15 thoughts on “In Memoriam – Hayden V. White, University Professor Emeritus, University of California, Santa Cruz

  1. Dear all,

    It’s just too hard to believe that the one we called the Great White Daddy is gone!

    He was such an inspiration, not just intellectually but politically — he was more out there than many of MY contemporaries — and always generous and respectful in terms of the way he conducted relations with staff and students.

    In tears,

    Zoe Sofoulis

    (Graduated 1988)

  2. Hayden. He was a storied fellow. For my generation of HISCON students, I remind of the tale on October 17, 1989 as we sat with him in Theory and Methods. Hayden pronounced to us that “history is dead”. It was his last comment to the class. He left and we all sat quietly absorbing when suddenly at 5:01pm the Loma Prieta Earthquake hit and the Kresge building we were holding class in swayed mightily while Teresa stood in the doorway and Will Roscoe and I shouted to our peers, “get under the tables!!”

    may he travel in peace.

    Ilene ( Feinman) (grad 1997)

  3. Tears still streaming.
    In case you did not know …

    While a Ucla faculty member, he brought a lawsuit as sole plaintiff against the LAPD: “… This case set the standard that determines the limits of legal police surveillance of political activity in California; police cannot engage in such surveillance in the absence of reasonable suspicion of a crime …” https://en.wikipedia.org/wiki/Hayden_White

    Sharon Traweek, 1982

  4. Hayden shaped my whole career. He taught at Wesleyan when I was an undergrad. I never had a class with him then, but he was so impressive to everyone I knew who did take his courses that when I heard he had left Wesleyan for HistCon, I followed him there. With Donna Haraway and Jim Clifford, he made HistCon into an intellectual powerhouse, unique in the world.

    We were never close, yet I had a sweet email from him in 2012 congratulating me on a book prize – typical of his generous spirit.

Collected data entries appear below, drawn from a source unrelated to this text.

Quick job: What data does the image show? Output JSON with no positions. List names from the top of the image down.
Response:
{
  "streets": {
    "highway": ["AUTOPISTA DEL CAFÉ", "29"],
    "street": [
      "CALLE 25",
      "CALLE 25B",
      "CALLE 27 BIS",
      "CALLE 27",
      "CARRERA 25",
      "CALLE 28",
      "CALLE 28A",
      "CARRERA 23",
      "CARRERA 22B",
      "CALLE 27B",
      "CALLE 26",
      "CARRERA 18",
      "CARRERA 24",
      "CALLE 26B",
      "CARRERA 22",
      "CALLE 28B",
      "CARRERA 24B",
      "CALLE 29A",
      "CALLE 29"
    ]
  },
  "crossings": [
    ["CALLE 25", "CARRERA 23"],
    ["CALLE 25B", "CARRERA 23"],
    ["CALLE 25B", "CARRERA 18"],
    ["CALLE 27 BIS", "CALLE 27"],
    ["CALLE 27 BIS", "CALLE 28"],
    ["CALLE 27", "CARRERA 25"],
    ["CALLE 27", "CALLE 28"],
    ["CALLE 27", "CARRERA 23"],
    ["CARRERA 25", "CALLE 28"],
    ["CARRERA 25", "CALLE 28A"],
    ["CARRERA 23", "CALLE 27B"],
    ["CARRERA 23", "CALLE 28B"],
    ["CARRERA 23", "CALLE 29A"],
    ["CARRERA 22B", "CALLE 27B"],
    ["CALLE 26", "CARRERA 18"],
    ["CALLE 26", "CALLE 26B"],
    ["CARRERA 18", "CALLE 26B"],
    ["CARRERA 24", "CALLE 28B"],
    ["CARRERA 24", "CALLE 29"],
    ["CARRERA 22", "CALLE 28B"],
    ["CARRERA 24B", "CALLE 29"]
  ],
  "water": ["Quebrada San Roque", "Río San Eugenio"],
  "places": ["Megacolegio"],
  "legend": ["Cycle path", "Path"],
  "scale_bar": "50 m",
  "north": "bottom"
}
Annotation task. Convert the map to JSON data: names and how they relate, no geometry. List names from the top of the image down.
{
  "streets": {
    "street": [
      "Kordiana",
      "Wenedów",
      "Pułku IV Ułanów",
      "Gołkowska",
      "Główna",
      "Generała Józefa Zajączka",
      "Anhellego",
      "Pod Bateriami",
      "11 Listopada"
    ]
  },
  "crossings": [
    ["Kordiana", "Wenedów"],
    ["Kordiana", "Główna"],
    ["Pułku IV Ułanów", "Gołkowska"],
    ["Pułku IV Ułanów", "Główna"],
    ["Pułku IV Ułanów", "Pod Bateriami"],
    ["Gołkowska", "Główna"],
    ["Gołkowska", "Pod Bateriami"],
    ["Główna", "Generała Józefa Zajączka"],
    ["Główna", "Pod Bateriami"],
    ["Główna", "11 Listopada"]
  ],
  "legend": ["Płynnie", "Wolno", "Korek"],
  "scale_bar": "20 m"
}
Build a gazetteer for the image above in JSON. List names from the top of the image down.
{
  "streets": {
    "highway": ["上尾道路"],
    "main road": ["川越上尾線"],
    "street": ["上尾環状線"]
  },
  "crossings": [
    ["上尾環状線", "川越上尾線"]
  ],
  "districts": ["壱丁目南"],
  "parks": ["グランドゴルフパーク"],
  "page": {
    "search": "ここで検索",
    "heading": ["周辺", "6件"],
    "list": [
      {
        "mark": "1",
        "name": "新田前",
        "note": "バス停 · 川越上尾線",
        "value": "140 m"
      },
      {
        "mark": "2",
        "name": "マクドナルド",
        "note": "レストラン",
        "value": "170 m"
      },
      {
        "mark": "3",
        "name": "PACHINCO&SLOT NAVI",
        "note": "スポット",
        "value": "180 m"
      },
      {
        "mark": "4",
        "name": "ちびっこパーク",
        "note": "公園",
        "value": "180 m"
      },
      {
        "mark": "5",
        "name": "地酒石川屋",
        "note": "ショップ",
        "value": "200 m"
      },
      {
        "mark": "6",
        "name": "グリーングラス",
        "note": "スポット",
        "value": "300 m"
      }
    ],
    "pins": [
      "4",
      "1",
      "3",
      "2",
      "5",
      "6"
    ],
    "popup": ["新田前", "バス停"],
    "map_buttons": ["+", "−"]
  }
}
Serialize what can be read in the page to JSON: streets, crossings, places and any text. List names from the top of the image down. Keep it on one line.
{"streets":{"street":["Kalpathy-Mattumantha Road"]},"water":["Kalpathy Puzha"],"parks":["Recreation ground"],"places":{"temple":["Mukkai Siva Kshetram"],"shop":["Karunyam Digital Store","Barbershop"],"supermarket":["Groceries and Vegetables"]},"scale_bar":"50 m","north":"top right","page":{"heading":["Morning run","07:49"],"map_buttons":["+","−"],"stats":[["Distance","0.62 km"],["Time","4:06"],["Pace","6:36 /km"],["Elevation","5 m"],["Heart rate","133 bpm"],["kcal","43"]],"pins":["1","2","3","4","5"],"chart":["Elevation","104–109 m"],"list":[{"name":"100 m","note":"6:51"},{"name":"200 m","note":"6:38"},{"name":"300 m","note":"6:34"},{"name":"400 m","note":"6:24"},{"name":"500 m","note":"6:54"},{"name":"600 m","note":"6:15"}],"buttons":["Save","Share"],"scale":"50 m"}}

    I’ll never forget that twangy Michigan accent or his specialty, the terse crack, always delivered with a sardonic grin. I remember him giving the keynote at a conference on William Blake. Opening line, delivered in exactly that sardonic tone: “I don’t like Blake.” Classic Hayden.

    Or the time in Theory and Methods, teaching with Jack Schaar, when he opened a session with “Jack, you fascist pig…”

    – Paul N. Edwards, 1988

  5. Paul’s stories remind me of a few I have been thinking about all day, with fondness and sadness.

    At the 30th anniversary of Metahistory event, in 2003, Hayden became predictably irritated with the accolades and tributes to him, and went off on a little tirade, starting off with, “I became a Marxist at 7”

    in narrating the early years at Santa Cruz, how he and other men were challenged by feminist interventions into the curriculum and elsewhere…

    “so, I became a feminist…” the crowd leans in, feeling good, we helped Hayden become a feminist!

    pause….. “well and then I became a lesbian”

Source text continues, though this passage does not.